WORK TO COMPLETE:
For each line in the data below that has the word "Garrett", copy that line.

DATA PROVIDED:
====

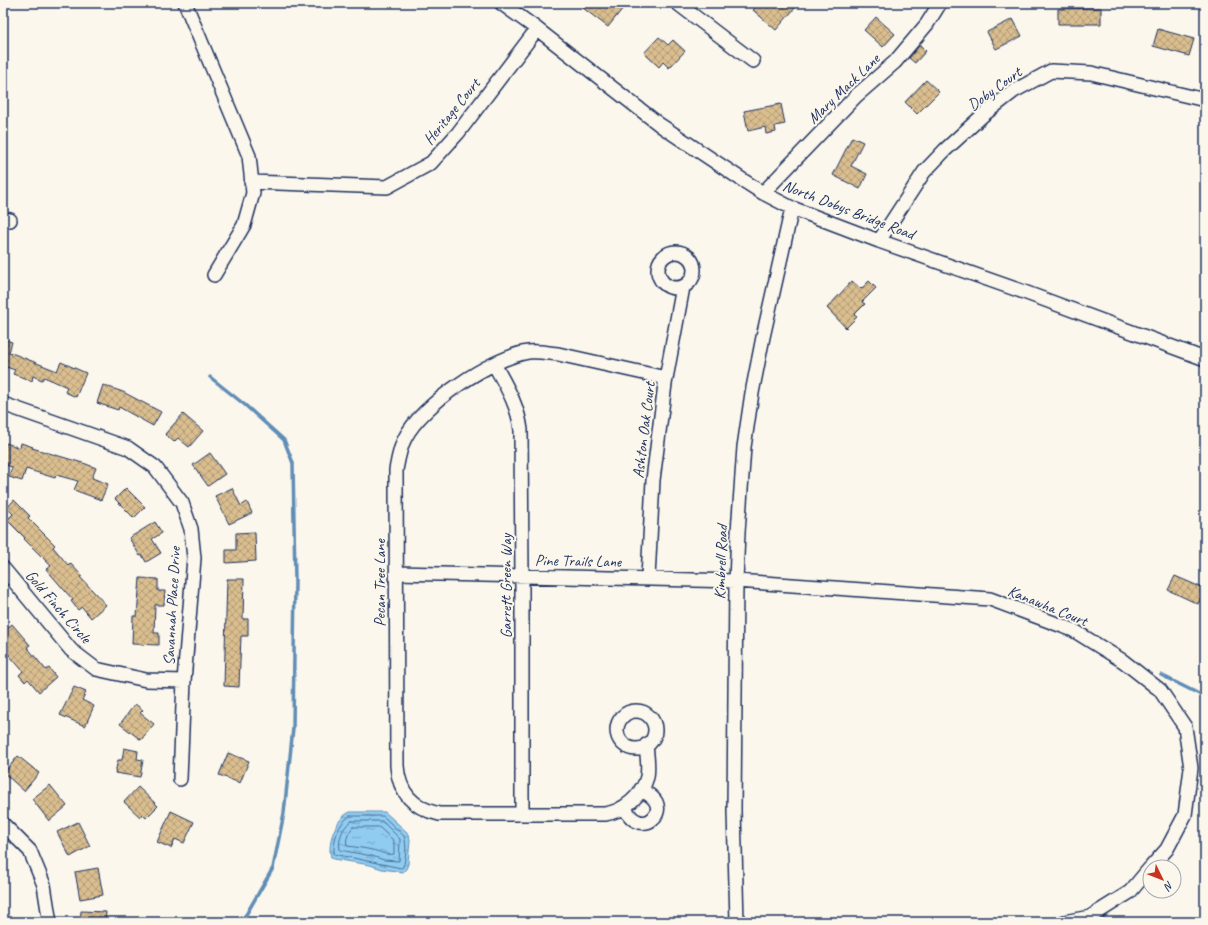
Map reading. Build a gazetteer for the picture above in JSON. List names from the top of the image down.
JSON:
{
  "streets": {
    "street": [
      "Mary Mack Lane",
      "Doby Court",
      "Heritage Court",
      "North Dobys Bridge Road",
      "Ashton Oak Court",
      "Pine Trails Lane",
      "Kimbrell Road",
      "Pecan Tree Lane",
      "Garrett Green Way",
      "Kanawha Court",
      "Gold Finch Circle",
      "Savannah Place Drive"
    ]
  },
  "crossings": [
    ["Mary Mack Lane", "North Dobys Bridge Road"],
    ["Doby Court", "North Dobys Bridge Road"],
    ["Heritage Court", "North Dobys Bridge Road"],
    ["North Dobys Bridge Road", "Kimbrell Road"],
    ["Ashton Oak Court", "Pine Trails Lane"],
    ["Ashton Oak Court", "Pecan Tree Lane"],
    ["Pine Trails Lane", "Kimbrell Road"],
    ["Pine Trails Lane", "Pecan Tree Lane"],
    ["Pine Trails Lane", "Garrett Green Way"],
    ["Pine Trails Lane", "Kanawha Court"],
    ["Kimbrell Road", "Kanawha Court"],
    ["Pecan Tree Lane", "Garrett Green Way"],
    ["Gold Finch Circle", "Savannah Place Drive"]
  ],
  "north": "bottom right"
}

====

YOUR SOLUTION:
      "Garrett Green Way",
    ["Pine Trails Lane", "Garrett Green Way"],
    ["Pecan Tree Lane", "Garrett Green Way"],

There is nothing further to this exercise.